Supreme Court blocks county’s ban on indoor worship gatherings, calls 9th Circuit ruling 'erroneous'
The U.S. Supreme Court has blocked a California county’s ban on indoor worship services weeks after officials ordered places of worship to remain closed until further notice due to the COVID-19 pandemic even though the high court had weeks earlier lifted a statewide ban on religious gatherings.
The court ruled Friday in favor of five churches that Santa Clara County must allow indoor worship services to resume at 20% capacity. The order went as far as calling the 9th U.S. Circuit Court of Appeals earlier ruling in favor of the county’s restrictions “erroneous.”
The Supreme Court’s three liberal justices dissented.
“This outcome is clearly dictated by this court’s decision in the South Bay United Pentecostal Church v.
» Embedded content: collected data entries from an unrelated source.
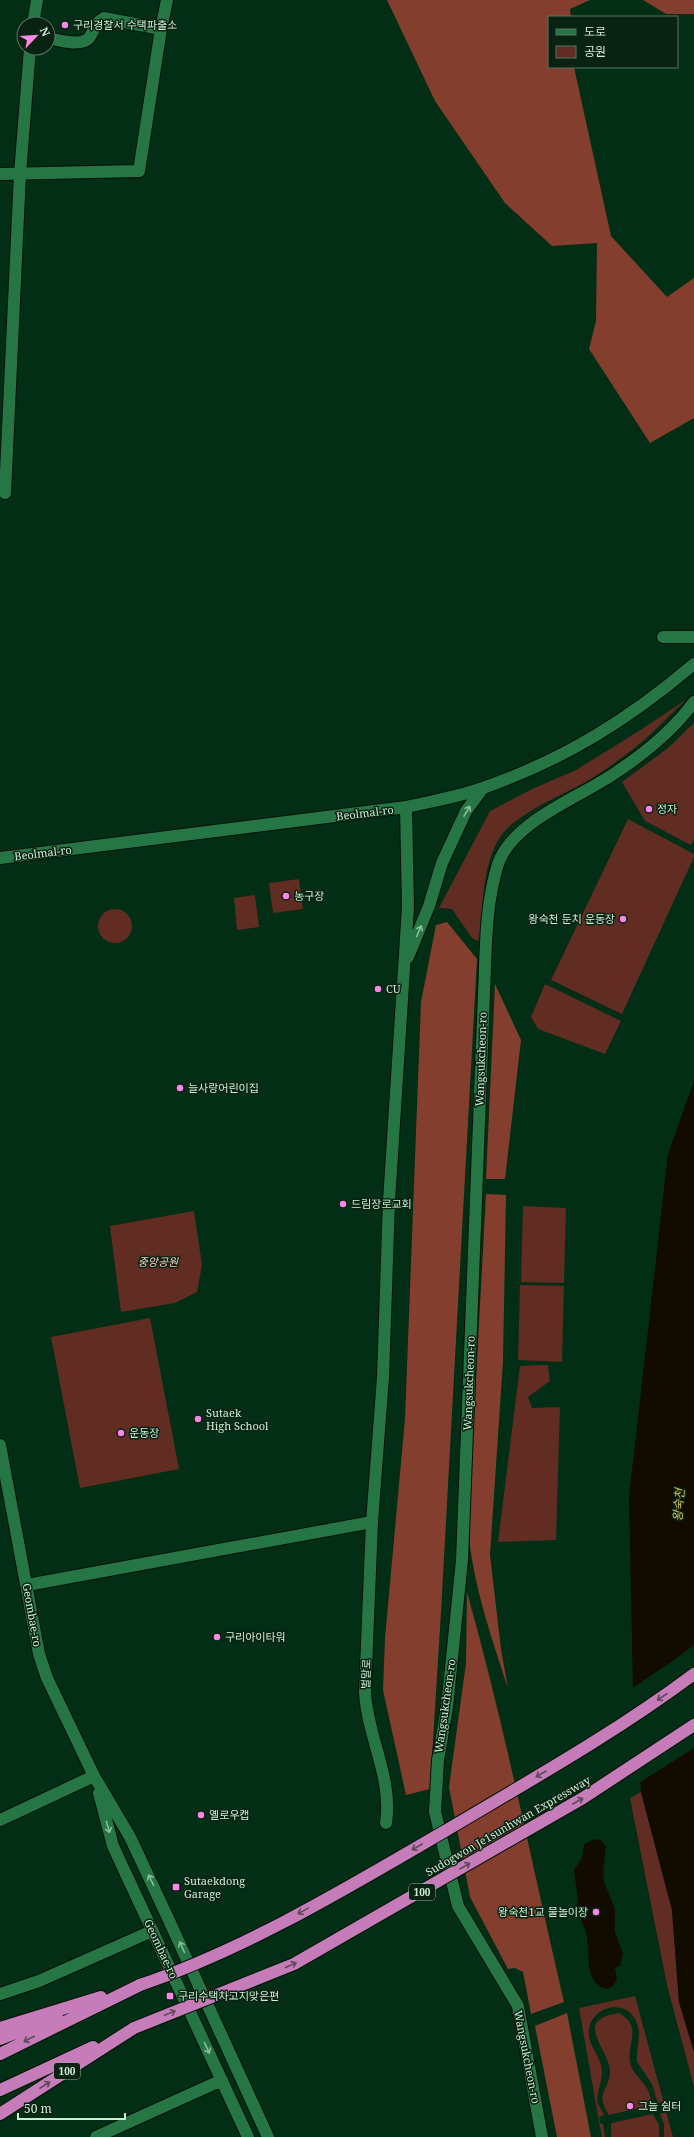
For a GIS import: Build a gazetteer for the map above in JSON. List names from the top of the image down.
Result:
{
  "streets": {
    "highway": ["Sudogwon Je1sunhwan Expressway", "100"],
    "street": [
      "Beolmal-ro",
      "Wangsukcheon-ro",
      "Geombae-ro",
      "벌말로"
    ]
  },
  "crossings": [
    ["Beolmal-ro", "벌말로"]
  ],
  "water": ["왕숙천"],
  "parks": ["중앙공원"],
  "places": {
    "other": [
      "구리경찰서 수택파출소",
      "정자",
      "농구장",
      "왕숙천 둔치 운동장",
      "CU",
      "늘사랑어린이집",
      "드림장로교회",
      "Sutaek High School",
      "운동장",
      "구리아이타워",
      "옐로우캡",
      "왕숙천1교 물놀이장",
      "그늘 쉼터"
    ],
    "transit": ["Sutaekdong Garage", "구리수택차고지맞은편"]
  },
  "legend": ["도로", "공원"],
  "scale_bar": "50 m",
  "north": "top right"
}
Newsom,” Friday’s Supreme Court order states.
In the South Bay case, the justices ruled that the state could cap indoor services at 25% of the building’s capacity and continue to ban singing and chanting.
In a concurring opinion of the South Bay case, Chief Justice John Roberts wrote that he understands the state’s arguments that singing indoors poses a heightened risk of transmitting COVID-19 but doesn’t believe the state had scientific reasoning for wanting to ban in-person worship entirely when some churches are large and cavernous.
The county, however, believed that its ban was legal because it imposed the same large gathering restrictions on churches that it had on other secular business establishments.
Santa Clara County Counsel James Williams called the decision “disappointing” and said the court’s order was issued “without any analysis at all of the County’s gathering rules.” He claimed that the county’s rules “have always been neutral and applied equally to all gatherings across-the-board.”
“Indoor gatherings of all kinds remain very risky, and we continue to urge all religious institutions to carefully follow the public health recommendations to avoid spread of COVID-19 among their congregations and the broader community,” Williams said in a statement.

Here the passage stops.